- What the exercise asks
Each entry should appear in the answer exactly as written.

Items from a dataset:

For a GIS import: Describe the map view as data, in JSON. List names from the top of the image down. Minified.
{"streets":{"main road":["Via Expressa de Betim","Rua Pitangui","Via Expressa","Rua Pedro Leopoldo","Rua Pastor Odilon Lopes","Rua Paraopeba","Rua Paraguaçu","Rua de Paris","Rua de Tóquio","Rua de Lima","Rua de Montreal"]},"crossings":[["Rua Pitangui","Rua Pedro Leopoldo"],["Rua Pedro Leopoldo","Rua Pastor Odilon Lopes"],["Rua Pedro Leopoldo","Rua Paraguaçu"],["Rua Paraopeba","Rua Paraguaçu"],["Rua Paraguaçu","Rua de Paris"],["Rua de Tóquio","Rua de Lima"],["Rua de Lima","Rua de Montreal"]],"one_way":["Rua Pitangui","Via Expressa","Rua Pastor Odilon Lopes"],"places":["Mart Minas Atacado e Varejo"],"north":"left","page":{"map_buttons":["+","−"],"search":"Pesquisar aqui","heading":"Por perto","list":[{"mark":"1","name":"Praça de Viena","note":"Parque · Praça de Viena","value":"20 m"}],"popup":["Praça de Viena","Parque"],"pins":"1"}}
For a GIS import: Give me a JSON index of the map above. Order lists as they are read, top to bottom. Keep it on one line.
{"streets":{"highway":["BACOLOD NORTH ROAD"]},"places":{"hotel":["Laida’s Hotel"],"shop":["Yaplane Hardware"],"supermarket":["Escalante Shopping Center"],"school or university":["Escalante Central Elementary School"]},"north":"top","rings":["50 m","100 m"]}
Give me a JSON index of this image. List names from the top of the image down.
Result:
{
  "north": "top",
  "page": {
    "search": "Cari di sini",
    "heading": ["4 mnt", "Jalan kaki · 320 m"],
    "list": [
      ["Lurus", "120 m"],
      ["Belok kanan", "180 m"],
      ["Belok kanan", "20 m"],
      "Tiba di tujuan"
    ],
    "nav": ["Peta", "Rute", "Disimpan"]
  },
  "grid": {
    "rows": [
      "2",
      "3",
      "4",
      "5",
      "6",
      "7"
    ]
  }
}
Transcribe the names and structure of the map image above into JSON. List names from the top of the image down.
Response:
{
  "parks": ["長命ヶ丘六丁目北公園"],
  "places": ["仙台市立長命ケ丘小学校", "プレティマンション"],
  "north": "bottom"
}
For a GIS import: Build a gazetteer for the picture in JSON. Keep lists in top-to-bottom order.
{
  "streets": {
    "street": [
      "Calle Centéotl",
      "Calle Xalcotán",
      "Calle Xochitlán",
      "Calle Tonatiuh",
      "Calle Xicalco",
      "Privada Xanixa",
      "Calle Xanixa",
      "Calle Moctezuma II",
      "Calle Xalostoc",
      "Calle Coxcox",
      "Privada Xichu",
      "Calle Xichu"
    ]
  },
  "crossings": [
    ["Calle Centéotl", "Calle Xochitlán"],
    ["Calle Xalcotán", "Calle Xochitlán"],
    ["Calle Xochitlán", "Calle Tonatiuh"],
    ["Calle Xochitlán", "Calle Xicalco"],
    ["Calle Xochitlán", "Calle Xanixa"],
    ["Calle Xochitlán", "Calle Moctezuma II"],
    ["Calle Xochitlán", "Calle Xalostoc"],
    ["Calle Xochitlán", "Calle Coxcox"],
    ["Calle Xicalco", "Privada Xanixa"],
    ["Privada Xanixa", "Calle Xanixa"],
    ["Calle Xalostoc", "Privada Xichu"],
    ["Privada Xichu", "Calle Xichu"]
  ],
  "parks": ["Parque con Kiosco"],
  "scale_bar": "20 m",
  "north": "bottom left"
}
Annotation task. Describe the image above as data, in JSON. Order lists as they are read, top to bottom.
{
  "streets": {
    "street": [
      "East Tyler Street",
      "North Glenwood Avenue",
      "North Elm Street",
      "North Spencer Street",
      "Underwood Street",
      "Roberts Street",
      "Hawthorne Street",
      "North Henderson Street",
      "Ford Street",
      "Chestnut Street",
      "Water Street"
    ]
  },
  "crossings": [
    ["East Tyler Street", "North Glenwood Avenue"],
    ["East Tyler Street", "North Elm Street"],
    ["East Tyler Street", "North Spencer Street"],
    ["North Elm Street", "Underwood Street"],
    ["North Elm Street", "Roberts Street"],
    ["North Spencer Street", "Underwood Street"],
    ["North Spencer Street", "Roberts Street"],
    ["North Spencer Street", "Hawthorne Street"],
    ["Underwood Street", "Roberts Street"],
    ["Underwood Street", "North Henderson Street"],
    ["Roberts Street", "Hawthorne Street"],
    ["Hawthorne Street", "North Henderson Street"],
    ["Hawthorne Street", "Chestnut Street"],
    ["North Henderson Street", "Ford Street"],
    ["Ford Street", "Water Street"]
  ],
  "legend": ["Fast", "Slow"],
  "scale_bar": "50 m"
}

- Task solution
For a GIS import: Describe the map view as data, in JSON. List names from the top of the image down. Minified.
{"streets":{"main road":["Via Expressa de Betim","Rua Pitangui","Via Expressa","Rua Pedro Leopoldo","Rua Pastor Odilon Lopes","Rua Paraopeba","Rua Paraguaçu","Rua de Paris","Rua de Tóquio","Rua de Lima","Rua de Montreal"]},"crossings":[["Rua Pitangui","Rua Pedro Leopoldo"],["Rua Pedro Leopoldo","Rua Pastor Odilon Lopes"],["Rua Pedro Leopoldo","Rua Paraguaçu"],["Rua Paraopeba","Rua Paraguaçu"],["Rua Paraguaçu","Rua de Paris"],["Rua de Tóquio","Rua de Lima"],["Rua de Lima","Rua de Montreal"]],"one_way":["Rua Pitangui","Via Expressa","Rua Pastor Odilon Lopes"],"places":["Mart Minas Atacado e Varejo"],"north":"left","page":{"map_buttons":["+","−"],"search":"Pesquisar aqui","heading":"Por perto","list":[{"mark":"1","name":"Praça de Viena","note":"Parque · Praça de Viena","value":"20 m"}],"popup":["Praça de Viena","Parque"],"pins":"1"}}
For a GIS import: Give me a JSON index of the map above. Order lists as they are read, top to bottom. Keep it on one line.
{"streets":{"highway":["BACOLOD NORTH ROAD"]},"places":{"hotel":["Laida’s Hotel"],"shop":["Yaplane Hardware"],"supermarket":["Escalante Shopping Center"],"school or university":["Escalante Central Elementary School"]},"north":"top","rings":["50 m","100 m"]}
Give me a JSON index of this image. List names from the top of the image down.
Result:
{
  "north": "top",
  "page": {
    "search": "Cari di sini",
    "heading": ["4 mnt", "Jalan kaki · 320 m"],
    "list": [
      ["Lurus", "120 m"],
      ["Belok kanan", "180 m"],
      ["Belok kanan", "20 m"],
      "Tiba di tujuan"
    ],
    "nav": ["Peta", "Rute", "Disimpan"]
  },
  "grid": {
    "rows": [
      "2",
      "3",
      "4",
      "5",
      "6",
      "7"
    ]
  }
}
Transcribe the names and structure of the map image above into JSON. List names from the top of the image down.
Response:
{
  "parks": ["長命ヶ丘六丁目北公園"],
  "places": ["仙台市立長命ケ丘小学校", "プレティマンション"],
  "north": "bottom"
}
For a GIS import: Build a gazetteer for the picture in JSON. Keep lists in top-to-bottom order.
{
  "streets": {
    "street": [
      "Calle Centéotl",
      "Calle Xalcotán",
      "Calle Xochitlán",
      "Calle Tonatiuh",
      "Calle Xicalco",
      "Privada Xanixa",
      "Calle Xanixa",
      "Calle Moctezuma II",
      "Calle Xalostoc",
      "Calle Coxcox",
      "Privada Xichu",
      "Calle Xichu"
    ]
  },
  "crossings": [
    ["Calle Centéotl", "Calle Xochitlán"],
    ["Calle Xalcotán", "Calle Xochitlán"],
    ["Calle Xochitlán", "Calle Tonatiuh"],
    ["Calle Xochitlán", "Calle Xicalco"],
    ["Calle Xochitlán", "Calle Xanixa"],
    ["Calle Xochitlán", "Calle Moctezuma II"],
    ["Calle Xochitlán", "Calle Xalostoc"],
    ["Calle Xochitlán", "Calle Coxcox"],
    ["Calle Xicalco", "Privada Xanixa"],
    ["Privada Xanixa", "Calle Xanixa"],
    ["Calle Xalostoc", "Privada Xichu"],
    ["Privada Xichu", "Calle Xichu"]
  ],
  "parks": ["Parque con Kiosco"],
  "scale_bar": "20 m",
  "north": "bottom left"
}
Annotation task. Describe the image above as data, in JSON. Order lists as they are read, top to bottom.
{
  "streets": {
    "street": [
      "East Tyler Street",
      "North Glenwood Avenue",
      "North Elm Street",
      "North Spencer Street",
      "Underwood Street",
      "Roberts Street",
      "Hawthorne Street",
      "North Henderson Street",
      "Ford Street",
      "Chestnut Street",
      "Water Street"
    ]
  },
  "crossings": [
    ["East Tyler Street", "North Glenwood Avenue"],
    ["East Tyler Street", "North Elm Street"],
    ["East Tyler Street", "North Spencer Street"],
    ["North Elm Street", "Underwood Street"],
    ["North Elm Street", "Roberts Street"],
    ["North Spencer Street", "Underwood Street"],
    ["North Spencer Street", "Roberts Street"],
    ["North Spencer Street", "Hawthorne Street"],
    ["Underwood Street", "Roberts Street"],
    ["Underwood Street", "North Henderson Street"],
    ["Roberts Street", "Hawthorne Street"],
    ["Hawthorne Street", "North Henderson Street"],
    ["Hawthorne Street", "Chestnut Street"],
    ["North Henderson Street", "Ford Street"],
    ["Ford Street", "Water Street"]
  ],
  "legend": ["Fast", "Slow"],
  "scale_bar": "50 m"
}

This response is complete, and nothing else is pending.